Project

General

Profile

Feature #3300

support dpd and dpdaction = restart in the network manager app

Added by Harald Dunkel 10 months ago. Updated 4 months ago.

Status:
Closed
Priority:
Normal
Category:
networkmanager (charon-nm)
Target version:
Start date:
20.12.2019
Due date:
Estimated time:
Resolution:
Fixed

Description

I've seen it several times that the dead peer detection on my IPsec gateway recognized a lost connection to a road warrior laptop, but the laptop itself didn't know. Both are running Strongswan on Debian.

Would it be possible to enable dead peer detection and dpdaction restart in the network manager app?

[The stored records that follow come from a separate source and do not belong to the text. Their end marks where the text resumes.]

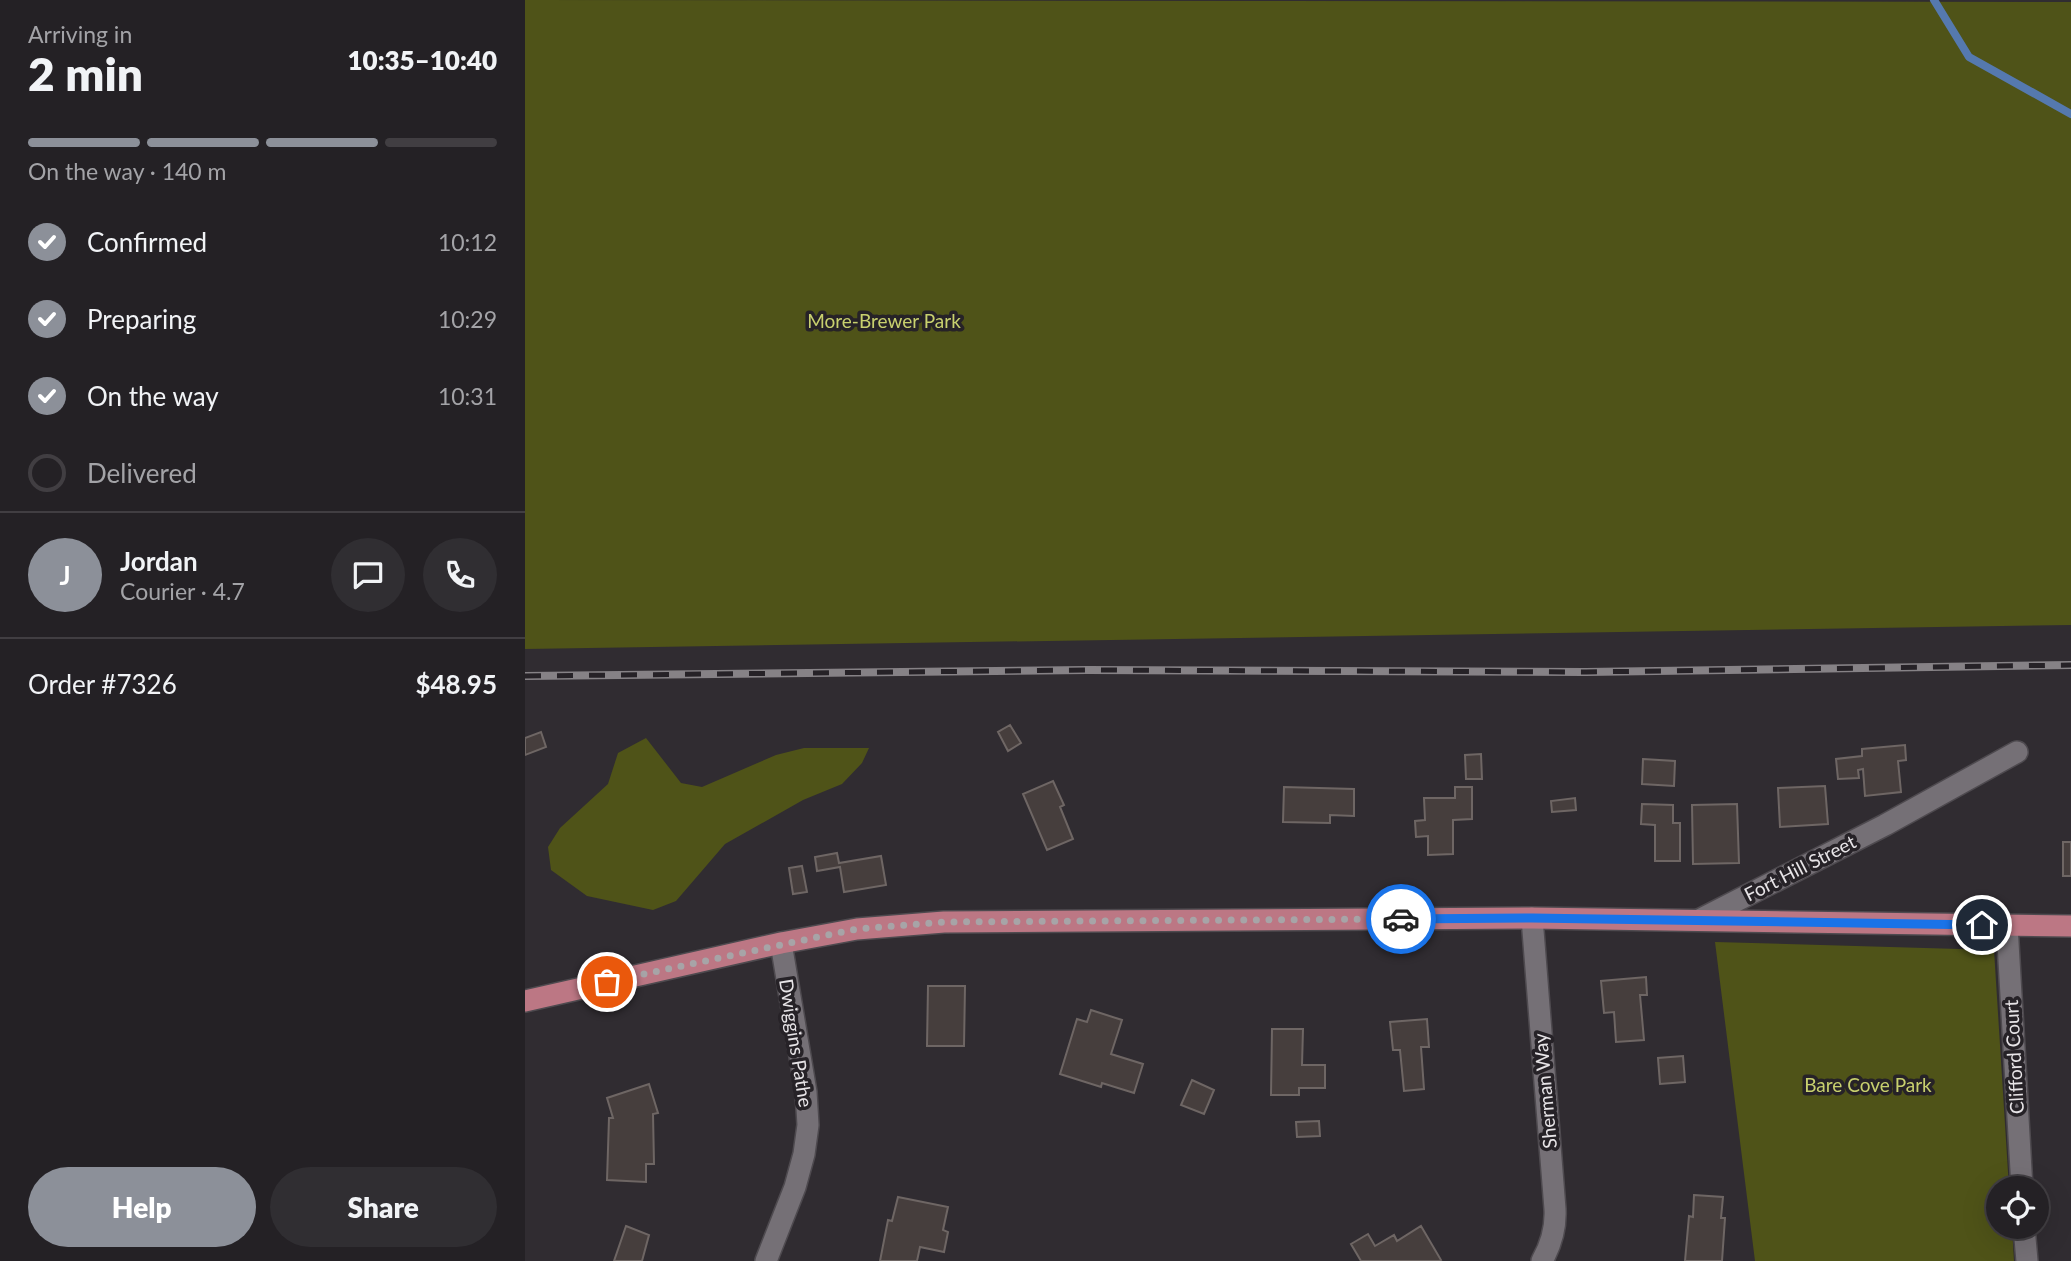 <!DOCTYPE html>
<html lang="en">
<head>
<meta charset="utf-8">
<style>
	:root { --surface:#242125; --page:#302e32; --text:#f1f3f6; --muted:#a3a3a7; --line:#413e42; --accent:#8c9099 }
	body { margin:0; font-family:Lato,sans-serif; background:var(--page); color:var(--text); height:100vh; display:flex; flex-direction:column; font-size:26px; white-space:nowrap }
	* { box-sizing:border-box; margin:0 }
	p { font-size:23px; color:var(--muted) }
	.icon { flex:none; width:38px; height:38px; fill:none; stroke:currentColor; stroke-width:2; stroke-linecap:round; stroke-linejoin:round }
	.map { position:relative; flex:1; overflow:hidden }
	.details { display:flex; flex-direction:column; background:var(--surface); width:525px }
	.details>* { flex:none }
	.tools { position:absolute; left:1461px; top:1176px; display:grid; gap:14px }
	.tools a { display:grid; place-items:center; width:63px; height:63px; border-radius:50%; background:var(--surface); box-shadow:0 7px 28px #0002,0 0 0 2px var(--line); font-size:35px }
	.pin { position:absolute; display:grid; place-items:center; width:60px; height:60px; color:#fff; margin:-30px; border:4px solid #fff; border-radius:50%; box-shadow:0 2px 7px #0007 }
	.courier { position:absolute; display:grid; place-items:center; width:70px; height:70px; margin:-35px; border:5px solid #1a73e8; border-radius:50%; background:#fff; color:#222; box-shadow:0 2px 9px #0007 }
	.summary em { font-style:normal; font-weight:800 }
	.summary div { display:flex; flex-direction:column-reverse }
	.summary { display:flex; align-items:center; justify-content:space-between; height:119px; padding:0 28px }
	h1 { font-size:46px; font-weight:800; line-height:52px }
	.bar { display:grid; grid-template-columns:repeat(4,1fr); gap:10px 7px; align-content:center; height:84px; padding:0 28px }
	.bar i { height:9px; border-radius:5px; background:var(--line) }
	.bar .selected { background:var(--accent) }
	.bar p { grid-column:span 4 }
	.line { display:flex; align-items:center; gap:18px; padding:0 28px; border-top:2px solid var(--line) }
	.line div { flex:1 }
	.round { display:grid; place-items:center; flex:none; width:74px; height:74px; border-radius:37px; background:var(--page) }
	ol { padding:0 28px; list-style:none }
	li { display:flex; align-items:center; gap:21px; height:77px }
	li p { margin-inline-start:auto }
	li .icon { padding:7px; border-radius:50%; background:var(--accent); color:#fff; stroke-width:4 }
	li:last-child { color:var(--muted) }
	li i { width:38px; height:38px; border:4px solid var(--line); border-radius:50% }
	.cta { display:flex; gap:14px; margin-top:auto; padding:14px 28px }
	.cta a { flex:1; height:80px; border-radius:42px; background:var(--accent); color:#fff; font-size:28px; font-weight:800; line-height:80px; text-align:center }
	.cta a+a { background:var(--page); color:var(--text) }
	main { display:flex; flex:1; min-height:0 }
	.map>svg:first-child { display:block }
</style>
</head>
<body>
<main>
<section class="details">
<div class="summary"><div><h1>2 min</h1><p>Arriving in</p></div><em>10:35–10:40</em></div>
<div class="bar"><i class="selected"></i><i class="selected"></i><i class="selected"></i><i></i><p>On the way · 140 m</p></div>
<ol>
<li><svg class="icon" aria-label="check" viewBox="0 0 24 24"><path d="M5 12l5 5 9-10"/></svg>Confirmed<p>10:12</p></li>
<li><svg class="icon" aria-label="check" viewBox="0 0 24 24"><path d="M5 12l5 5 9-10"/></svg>Preparing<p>10:29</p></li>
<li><svg class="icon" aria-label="check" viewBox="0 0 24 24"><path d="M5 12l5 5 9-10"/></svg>On the way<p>10:31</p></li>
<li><i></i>Delivered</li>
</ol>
<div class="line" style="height:126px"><b class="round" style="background:var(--accent);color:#fff">J</b><div><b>Jordan</b><p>Courier · 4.7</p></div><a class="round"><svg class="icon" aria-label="chat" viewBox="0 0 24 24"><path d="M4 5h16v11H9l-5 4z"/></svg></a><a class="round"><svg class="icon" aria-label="phone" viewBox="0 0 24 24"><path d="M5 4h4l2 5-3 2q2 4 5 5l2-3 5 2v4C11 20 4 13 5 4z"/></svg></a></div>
<div class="line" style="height:91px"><div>Order #7326</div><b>$48.95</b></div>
<div class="cta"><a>Help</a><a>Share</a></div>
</section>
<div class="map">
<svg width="1546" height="1261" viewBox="0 0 1546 1261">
	<rect width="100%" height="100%" fill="#302c31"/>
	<!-- green -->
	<path fill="#4f5318" d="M0,0L1546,2V625L0,649Z
		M121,738L156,783L177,787L251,755L279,748H344L337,763L317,784L278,800L200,844L151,901L128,910L62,896L26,870L23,847L35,828L83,784L93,753Z
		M1190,942L1469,950L1484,1188H1474V1227H1487L1489,1261H1230Z"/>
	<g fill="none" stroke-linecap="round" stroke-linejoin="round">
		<!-- stream -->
		<path stroke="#5579ae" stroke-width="8" d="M1409,0L1444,57L1546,114"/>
	</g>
	<!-- building -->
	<path fill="#463e3d" stroke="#6e6664" stroke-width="2" d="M485,725L496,743L483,751L473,732Z
		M16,732L21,747L0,755V738Z
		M1380,745L1381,760L1373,761L1376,792L1340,796L1338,769L1333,770L1334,778L1313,779L1311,759L1337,756V749Z
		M956,754L957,779H941L940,755Z
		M1118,759L1150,761L1149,786L1117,784Z
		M528,781L539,805L535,807L548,839L522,850L498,794Z
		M1300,786L1303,824L1255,827L1253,788Z
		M759,787L829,789V816L805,815V823L758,822Z
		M930,787H947V819L928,820V854L903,855V836L891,837L890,821L900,820L899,798H930Z
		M1050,798L1051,810L1027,812L1026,801Z
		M1117,804L1148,805V823H1155V861H1130V825L1116,824Z
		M1212,804L1214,863L1168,864L1167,805Z
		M1538,842H1546V876H1538Z
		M312,853L314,863L356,856L361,885L319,892L315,867L292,871L290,857Z
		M277,866L282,892L268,894L264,868Z
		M1121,977L1122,995H1115L1119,1040L1091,1042L1089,1012L1079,1013L1076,981Z
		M403,986H440L439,1046H402Z
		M566,1010L597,1020L586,1054L618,1064L609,1093L577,1083L576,1087L535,1074L552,1019L562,1022Z
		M902,1019L904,1047H896L899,1089L879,1091L875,1050H868L865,1022Z
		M747,1029H778L777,1065H800V1088H774V1095H746Z
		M1158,1056L1160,1082L1135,1084L1133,1058Z
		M667,1080L689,1090L679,1114L656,1105Z
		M124,1084L133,1113L128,1114L129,1164H121V1182L82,1180L84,1118H88L82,1098Z
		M794,1121L795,1136L772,1137L771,1122Z
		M1169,1195L1198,1197L1196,1218H1200L1197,1261H1160L1164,1216L1168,1217Z
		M373,1197L423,1207L418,1230L423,1232L419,1252L395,1247L392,1261H355L363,1220L367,1221Z
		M101,1226L124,1235L117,1261H89Z
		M896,1226L916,1260L914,1261H836L826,1244L843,1234L850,1246L869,1235L872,1241Z"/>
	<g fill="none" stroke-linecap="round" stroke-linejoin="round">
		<!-- minor casing -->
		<g stroke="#4e4a4f" stroke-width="24">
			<path id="minor" d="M1007,918L1030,1209C1031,1227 1026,1245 1017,1261
				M1174,920L1360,825L1492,752
				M1482,925L1497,1188
				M1499,1227L1502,1261
				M241,1261L270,1187L279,1154L283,1125L281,1092L256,943"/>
		</g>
		<!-- major casing -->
		<g stroke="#4e4a4f" stroke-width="24">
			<path id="major" d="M0,1001L256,943L332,929L419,922L1007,918L1546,926"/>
		</g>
		<!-- minor -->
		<use href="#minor" stroke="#757076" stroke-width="21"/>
		<!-- major -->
		<use href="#major" stroke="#bc7784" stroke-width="21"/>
		<!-- rail casing -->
		<g stroke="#868286" stroke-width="8">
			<path id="rail" d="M0,676L562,670L1061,672L1546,665"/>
		</g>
		<!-- rail -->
		<use href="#rail" stroke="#262227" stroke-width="5" stroke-dasharray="16" stroke-linecap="butt"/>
	</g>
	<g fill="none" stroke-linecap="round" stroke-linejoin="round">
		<!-- done -->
		<path stroke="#a7a4a7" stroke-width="7" stroke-dasharray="0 12.6" d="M82,982L307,934L332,929L419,922L876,919"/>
		<!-- route -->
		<path stroke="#1a73e8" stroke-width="9" d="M876,919L1007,918L1457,925"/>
	</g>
	<g text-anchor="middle" stroke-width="7" stroke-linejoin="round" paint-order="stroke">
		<!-- park labels -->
		<g font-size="19" fill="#c8d06e" stroke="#262227">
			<text x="359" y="328">More-Brewer Park</text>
			<text x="1343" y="1092">Bare Cove Park</text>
		</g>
		<!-- street labels -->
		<g font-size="19" fill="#e7e4e7" stroke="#262227">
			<text transform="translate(1275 868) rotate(-27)" y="7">Fort Hill Street</text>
			<text transform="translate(271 1043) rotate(81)" y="7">Dwiggins Pathe</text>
			<text transform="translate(1489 1057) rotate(-93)" y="7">Clifford Court</text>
			<text transform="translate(1020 1091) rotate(-95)" y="7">Sherman Way</text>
		</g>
	</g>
</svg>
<div class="tools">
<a><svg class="icon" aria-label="locate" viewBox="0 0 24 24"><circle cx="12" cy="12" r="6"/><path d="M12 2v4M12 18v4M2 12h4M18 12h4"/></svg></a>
</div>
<div class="pin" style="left:82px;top:982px;background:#ea580c"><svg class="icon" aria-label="bag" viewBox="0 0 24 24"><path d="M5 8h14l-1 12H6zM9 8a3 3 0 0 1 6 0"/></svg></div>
<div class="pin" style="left:1457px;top:925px;background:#1f2937"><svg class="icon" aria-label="home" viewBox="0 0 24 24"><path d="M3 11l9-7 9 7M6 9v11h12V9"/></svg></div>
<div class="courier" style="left:876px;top:919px"><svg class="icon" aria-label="car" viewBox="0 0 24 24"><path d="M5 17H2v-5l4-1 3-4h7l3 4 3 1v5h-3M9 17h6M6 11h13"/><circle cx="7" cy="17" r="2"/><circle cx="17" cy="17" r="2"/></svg></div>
</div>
</main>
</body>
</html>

gateway.charon.log.gz (19.2 KB) gateway.charon.log.gz Harald Dunkel, 19.05.2020 08:32
ppcl001.charon.log.gz (40.8 KB) ppcl001.charon.log.gz Harald Dunkel, 19.05.2020 08:32

Related issues

Related to Issue #455: strongSwan and sleeping states for laptopsClosed22.11.2013

Associated revisions

Revision 10a91368 (diff)
Added by Tobias Brunner 4 months ago

charon-nm: Set DPD/close action to restart and enable indefinite keying tries

We don't track CHILD_SA down events anymore and rely on NM's initial timeout
to let the user know if the connection failed initially. So we also don't
have to explicitly differentiate between initial connection failures and
later ones like we do an Android. Also, with the default retransmission
settings, there will only be one keying try as NM's timeout is lower than
the combined retransmission timeout of 165s.

There is no visual indicator while the connection is reestablished later.

Fixes #3300.

History

#1 Updated by Harald Dunkel 7 months ago

Are there news about this? Do you think this would be a reasonable extension?

#2 Updated by Tobias Brunner 7 months ago

  • Category set to networkmanager (charon-nm)
  • Status changed from New to Feedback

Sorry, I missed this issue when I was working on NM stuff a few weeks ago because it wasn't in the correct category.

In general, active DPDs are not that important on roadwarrior clients (in particular if they are mobile) as it's less likely that the server is not reachable than that the clients aren't. And if the connectivity changes on the clients, MOBIKE should take care of that.

However, since any exchange basically acts as DPD, setting the DPD action to restart might not be the worst idea (it's how we configured this on Android, there we even set the close action to restart). The changes related to #852 should probably take care of handling the restart. Errors during that are currently signaled back to NM, though. So not sure about keying tries. Initially, it might be preferable to fail immediately (e.g. to detect typos in hostnames and other config issues) but later attempts probably should not. That will require some changes in event handling. But note that strongSwan generally does not retry when fatal errors occur (e.g. authentication or proposal selection failures), so the VPN connection might still go down.

#3 Updated by Harald Dunkel 6 months ago

Using 5.8.4 and the new applet it doesn't work yet. A new connection is not setup.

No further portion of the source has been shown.